_Your instructions:_ Count the lines in the entries that contain the string "direction". State nothing but the number.

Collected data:
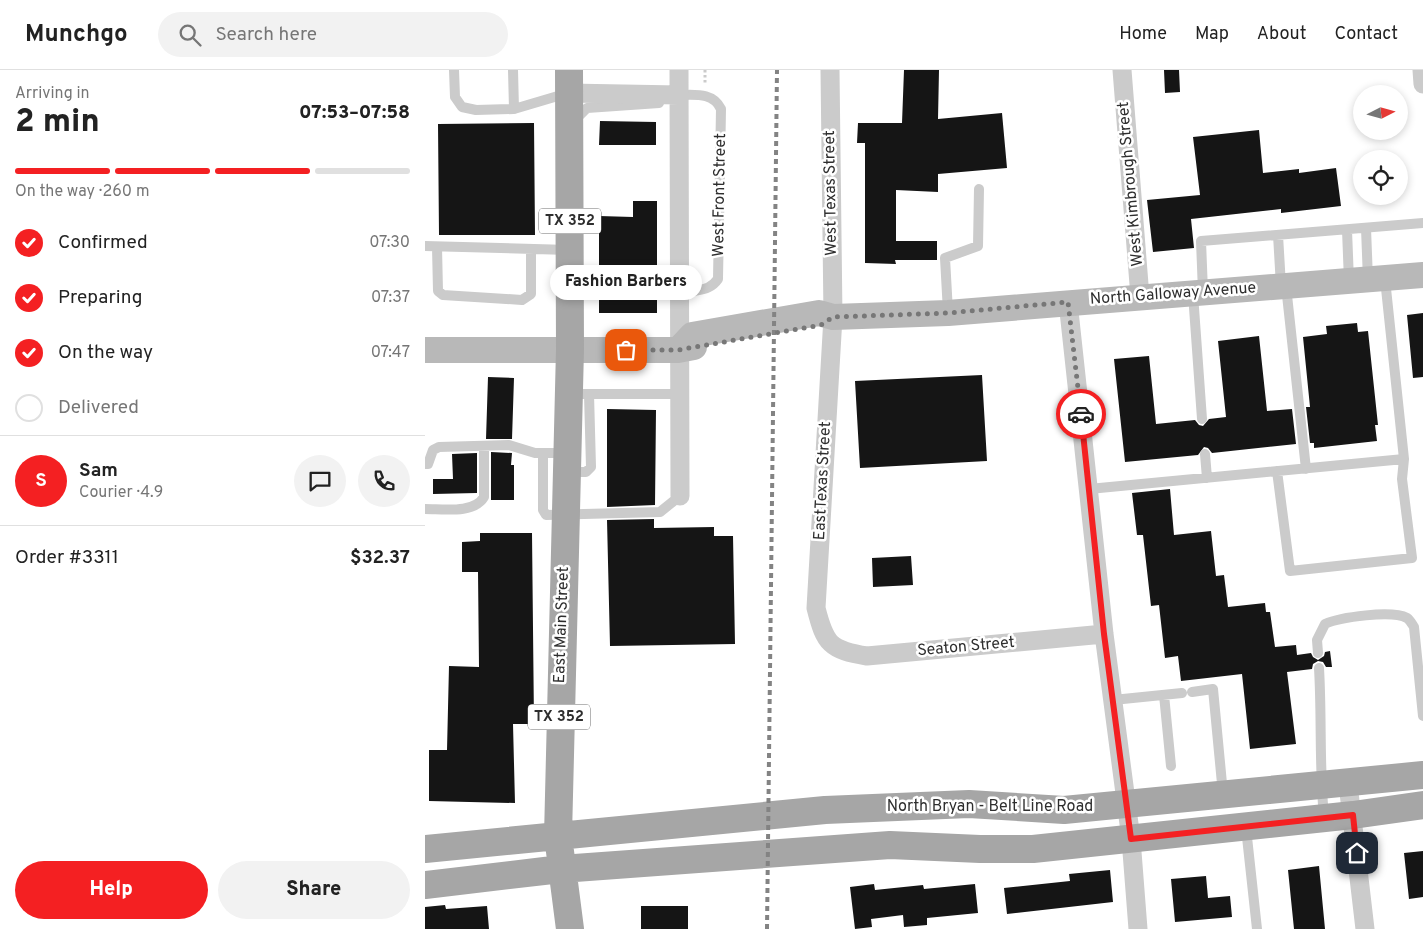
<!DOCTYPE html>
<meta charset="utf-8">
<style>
:root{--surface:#fff;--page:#f2f2f2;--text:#222;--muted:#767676;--line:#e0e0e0;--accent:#f42022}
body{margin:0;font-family:Overpass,sans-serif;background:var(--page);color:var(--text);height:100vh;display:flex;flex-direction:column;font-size:19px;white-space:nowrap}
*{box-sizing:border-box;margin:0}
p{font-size:16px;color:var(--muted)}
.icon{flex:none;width:28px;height:28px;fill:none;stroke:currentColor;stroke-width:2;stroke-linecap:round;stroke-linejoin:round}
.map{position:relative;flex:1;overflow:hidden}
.panel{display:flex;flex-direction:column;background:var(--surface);width:425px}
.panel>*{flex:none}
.needle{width:32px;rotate:84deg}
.controls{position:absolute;left:928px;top:15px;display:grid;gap:10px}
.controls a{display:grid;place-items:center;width:55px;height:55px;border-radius:50%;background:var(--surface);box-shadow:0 2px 8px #0003;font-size:25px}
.pin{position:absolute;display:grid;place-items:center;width:42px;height:42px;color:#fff;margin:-21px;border-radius:10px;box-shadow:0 2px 8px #0006}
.courier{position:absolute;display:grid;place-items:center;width:50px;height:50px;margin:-25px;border:4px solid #f42022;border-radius:50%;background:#fff;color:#222;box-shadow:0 1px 6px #0007}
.bubble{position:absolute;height:35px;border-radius:18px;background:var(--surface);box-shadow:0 2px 8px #0003;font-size:16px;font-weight:800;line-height:35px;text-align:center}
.head em{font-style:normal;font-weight:800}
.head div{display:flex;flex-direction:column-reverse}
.head{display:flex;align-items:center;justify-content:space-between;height:85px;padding:0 15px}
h1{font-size:32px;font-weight:800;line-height:38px}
.bar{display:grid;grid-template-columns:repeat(4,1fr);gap:8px 5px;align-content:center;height:60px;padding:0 15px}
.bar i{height:6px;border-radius:4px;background:var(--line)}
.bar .current{background:var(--accent)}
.bar p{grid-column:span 4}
.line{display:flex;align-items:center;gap:12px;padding:0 15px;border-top:1px solid var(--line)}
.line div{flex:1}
.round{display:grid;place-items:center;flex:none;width:52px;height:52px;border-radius:26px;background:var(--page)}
ol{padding:0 15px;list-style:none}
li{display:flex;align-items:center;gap:15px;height:55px}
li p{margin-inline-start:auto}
li .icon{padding:5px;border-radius:50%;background:var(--accent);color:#fff;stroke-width:4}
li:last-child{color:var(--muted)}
li i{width:28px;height:28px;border:2px solid var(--line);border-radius:50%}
.cta{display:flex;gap:10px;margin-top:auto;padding:10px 15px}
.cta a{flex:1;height:58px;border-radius:30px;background:var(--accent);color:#fff;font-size:20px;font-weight:800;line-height:58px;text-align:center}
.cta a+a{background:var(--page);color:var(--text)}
header{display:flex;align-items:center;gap:30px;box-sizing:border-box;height:70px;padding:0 25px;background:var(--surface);border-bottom:1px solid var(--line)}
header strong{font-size:24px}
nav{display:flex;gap:28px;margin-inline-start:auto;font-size:18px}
.search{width:350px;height:45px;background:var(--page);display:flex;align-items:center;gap:12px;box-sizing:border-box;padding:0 18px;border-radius:28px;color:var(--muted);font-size:19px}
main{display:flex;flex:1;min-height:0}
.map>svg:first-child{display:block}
</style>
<header>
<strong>Munchgo</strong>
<div class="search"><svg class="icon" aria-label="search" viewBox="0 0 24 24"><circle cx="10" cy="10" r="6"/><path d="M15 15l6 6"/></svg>Search here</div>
<nav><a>Home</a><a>Map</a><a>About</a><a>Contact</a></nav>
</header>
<main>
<section class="panel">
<div class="head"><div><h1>2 min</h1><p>Arriving in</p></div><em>07:53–07:58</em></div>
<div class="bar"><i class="current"></i><i class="current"></i><i class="current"></i><i></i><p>On the way · 260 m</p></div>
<ol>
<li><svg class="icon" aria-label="check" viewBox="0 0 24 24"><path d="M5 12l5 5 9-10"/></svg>Confirmed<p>07:30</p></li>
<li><svg class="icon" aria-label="check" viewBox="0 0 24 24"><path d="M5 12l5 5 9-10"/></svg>Preparing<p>07:37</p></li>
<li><svg class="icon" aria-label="check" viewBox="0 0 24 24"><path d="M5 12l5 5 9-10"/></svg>On the way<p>07:47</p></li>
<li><i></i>Delivered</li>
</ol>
<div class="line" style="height:90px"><b class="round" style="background:var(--accent);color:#fff">S</b><div><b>Sam</b><p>Courier · 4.9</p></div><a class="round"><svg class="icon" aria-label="chat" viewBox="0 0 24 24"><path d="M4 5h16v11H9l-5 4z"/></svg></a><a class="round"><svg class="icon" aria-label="phone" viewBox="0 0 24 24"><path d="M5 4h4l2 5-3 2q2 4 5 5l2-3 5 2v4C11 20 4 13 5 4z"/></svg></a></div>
<div class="line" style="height:65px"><div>Order #3311</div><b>$32.37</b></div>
<div class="cta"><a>Help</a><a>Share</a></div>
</section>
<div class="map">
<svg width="998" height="859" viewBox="0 0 998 859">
<rect width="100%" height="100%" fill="#fff"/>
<path fill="#151515" d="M 479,0 L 514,0 L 513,49 L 577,43 L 582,98 L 513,104 L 513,122 L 471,120 L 471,171 L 512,171 L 512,190 L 470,190 L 471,194 L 440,193 L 440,73 L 432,73 L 433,53 L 477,53 Z
M 739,0 L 754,0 L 755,22 L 740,23 Z
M 175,51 L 231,52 L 231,75 L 174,75 Z
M 109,53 L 110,165 L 14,165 L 13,54 Z
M 834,60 L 838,103 L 874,99 L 874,103 L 911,98 L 916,136 L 856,143 L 856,139 L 766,149 L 769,178 L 728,182 L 722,130 L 775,125 L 768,67 Z
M 208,131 L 232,131 L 232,243 L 174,243 L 174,146 L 208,147 Z
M 998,243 L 998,307 L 988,308 L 982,245 Z
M 932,253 L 933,262 L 943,261 L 953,355 L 950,355 L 952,371 L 889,378 L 889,373 L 885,373 L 881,337 L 885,337 L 878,267 L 902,264 L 901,256 Z
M 834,266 L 842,341 L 867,339 L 871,374 L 787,383 L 783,378 L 779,377 L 773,385 L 700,392 L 689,289 L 724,286 L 731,354 L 770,350 L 774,355 L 778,356 L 784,349 L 801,347 L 793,271 Z
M 557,305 L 562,391 L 435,398 L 430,311 Z
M 63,307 L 89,308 L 87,369 L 61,369 Z
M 182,339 L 231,340 L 230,435 L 182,437 Z
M 66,382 L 87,383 L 86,395 L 89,395 L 89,430 L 66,430 Z
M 52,383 L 52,423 L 8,424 L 8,409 L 28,409 L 27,384 Z
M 745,419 L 749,465 L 786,461 L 791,506 L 799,505 L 803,537 L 840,533 L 841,542 L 845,542 L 850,577 L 871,575 L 872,585 L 886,583 L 888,587 L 893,590 L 899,586 L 900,582 L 905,581 L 907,597 L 901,597 L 898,592 L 893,591 L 888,594 L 887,599 L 862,602 L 871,674 L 825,679 L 817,604 L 756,611 L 753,586 L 740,588 L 734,535 L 726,536 L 718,465 L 712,465 L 707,423 Z
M 229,449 L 229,458 L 289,457 L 289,466 L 308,466 L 310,574 L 185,576 L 182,450 Z
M 55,463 L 107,463 L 109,654 L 88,654 L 90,733 L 4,731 L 4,680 L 22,680 L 24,596 L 54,597 L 53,502 L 37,502 L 37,472 L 55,471 Z
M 486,486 L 488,515 L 448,517 L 447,488 Z
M 998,781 L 998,827 L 984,829 L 979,783 Z
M 894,796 L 900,859 L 869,859 L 863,800 Z
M 685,800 L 688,832 L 582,844 L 579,818 L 645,811 L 644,804 Z
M 781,806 L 783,828 L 805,826 L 807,847 L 750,852 L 746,809 Z
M 449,814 L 450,820 L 498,815 L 499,819 L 550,814 L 553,843 L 502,848 L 502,855 L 479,857 L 478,845 L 446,849 L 447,857 L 430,859 L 425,817 Z
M 20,835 L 21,839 L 62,836 L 64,859 L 0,859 L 0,837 Z
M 216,836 L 263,836 L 263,859 L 216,859 Z"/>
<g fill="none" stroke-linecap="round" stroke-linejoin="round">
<path stroke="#cbcbcb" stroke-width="3" stroke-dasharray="2.5 2.5" stroke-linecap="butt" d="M 280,0 L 280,14"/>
<path stroke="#cbcbcb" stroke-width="10" d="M 29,0 L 30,27 L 37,37 L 51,40 L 89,39
M 88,0 L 89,39 L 143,23
M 254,25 C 270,25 288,22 296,39 L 293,209 C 281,226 265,215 255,230
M 149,51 L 162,38 L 234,33
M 941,158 L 943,210
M 922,160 L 924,211
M 853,165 L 856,216
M 0,176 L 144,180
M 12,177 L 13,221 L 18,225 L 97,230 L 106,224 L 106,179
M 861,216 L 881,399
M 778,222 L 776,171 L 998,153
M 768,224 L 777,349
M 523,242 L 520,188 L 553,176 L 554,119
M 145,324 L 253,324
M 118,383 L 118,440 L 121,445 L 235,442 L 255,426
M 780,384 L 782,408
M 0,394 L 3,394 L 8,380 L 14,377 L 84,375 L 110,383 L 141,383
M 852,401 L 865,501 L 987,488 L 977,409 L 979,389
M 142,402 L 161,402 L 166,397 L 164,324
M 664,419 L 979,389 L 960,209
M 0,439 C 18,439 49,444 59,427 L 59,376
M 893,583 L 892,570 L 900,554 C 915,547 967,540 982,548 C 985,550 987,554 989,557 L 998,646
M 894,598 C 897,648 894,697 899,747
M 767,622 L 788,619 L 798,724
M 739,625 L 746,696
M 688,630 L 757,623
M 821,758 L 832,859"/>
<path stroke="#cbcbcb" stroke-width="19" d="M 254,0 L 255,426
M 405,0 L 408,247 L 391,538 C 400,574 405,580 442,586 L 679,564
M 697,0 L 715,227
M 997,0 L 998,14
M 143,23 L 254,25
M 643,232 L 679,564 L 706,769 L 713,859
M 923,714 L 940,859"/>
<path stroke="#b8b8b8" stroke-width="26" d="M 0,280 L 253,280 L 269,277
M 253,280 L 267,265 L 394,243 L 408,247 L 523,243 L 998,205"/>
<path stroke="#a6a6a6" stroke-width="28" d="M 144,0 L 145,279 L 133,766 L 145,859
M 0,779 L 400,740 L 544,734 L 639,740 L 998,705
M 0,815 L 136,799 L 465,775 L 555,779 L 608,779 L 928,745 L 998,735"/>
<path stroke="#838383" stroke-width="4" stroke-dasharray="5 4" stroke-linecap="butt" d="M 342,859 L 352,0"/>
</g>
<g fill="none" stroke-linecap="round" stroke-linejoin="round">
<path stroke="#777" stroke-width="5" stroke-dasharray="0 9" d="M 201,280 L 253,280 L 396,255 L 408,247 L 523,243 L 643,232 L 656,344"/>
<path stroke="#f42022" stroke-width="6" d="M 656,344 L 679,564 L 706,769 L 928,745 L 932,783"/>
</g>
<g text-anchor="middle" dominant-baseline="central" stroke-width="5" stroke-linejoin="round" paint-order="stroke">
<g fill="#fff" stroke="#6d6d6d" stroke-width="1">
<rect x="114" y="138.5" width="62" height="25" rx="4"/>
<rect x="103" y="634.5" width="62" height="25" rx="4"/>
</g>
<g font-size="15" font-weight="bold" fill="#2e2e2e">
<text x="145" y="151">TX 352</text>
<text x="134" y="647">TX 352</text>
</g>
<g font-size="16" fill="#2e2e2e" stroke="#fff">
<text transform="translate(706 114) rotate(-95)">West Kimbrough Street</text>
<text transform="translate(406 123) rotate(-91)">West Texas Street</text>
<text transform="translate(295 125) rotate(-89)">West Front Street</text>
<text transform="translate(748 224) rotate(-4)">North Galloway Avenue</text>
<text transform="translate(398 411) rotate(-87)">EastTexas Street</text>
<text transform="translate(137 555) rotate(-88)">East Main Street</text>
<text transform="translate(541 577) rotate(-5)">Seaton Street</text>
<text x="565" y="737">North Bryan - Belt Line Road</text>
</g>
</g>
</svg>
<div class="controls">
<a><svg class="needle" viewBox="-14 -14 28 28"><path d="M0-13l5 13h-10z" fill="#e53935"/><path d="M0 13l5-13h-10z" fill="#767676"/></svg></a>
<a><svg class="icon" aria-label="locate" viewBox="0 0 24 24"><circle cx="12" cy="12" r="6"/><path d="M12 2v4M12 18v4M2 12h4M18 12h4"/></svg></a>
</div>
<div class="pin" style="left:201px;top:280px;background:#ea580c"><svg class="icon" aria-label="bag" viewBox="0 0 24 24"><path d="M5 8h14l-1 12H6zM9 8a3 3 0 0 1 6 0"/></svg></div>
<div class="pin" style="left:932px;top:783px;background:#1f2937"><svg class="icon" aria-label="home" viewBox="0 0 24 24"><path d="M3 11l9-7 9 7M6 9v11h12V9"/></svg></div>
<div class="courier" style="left:656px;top:344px"><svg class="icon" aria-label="car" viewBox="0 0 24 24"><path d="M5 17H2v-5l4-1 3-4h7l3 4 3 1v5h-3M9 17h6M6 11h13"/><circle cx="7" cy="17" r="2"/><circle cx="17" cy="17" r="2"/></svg></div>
<div class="bubble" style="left:125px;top:195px;width:152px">Fashion Barbers</div>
</div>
</main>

_Written response:_ 3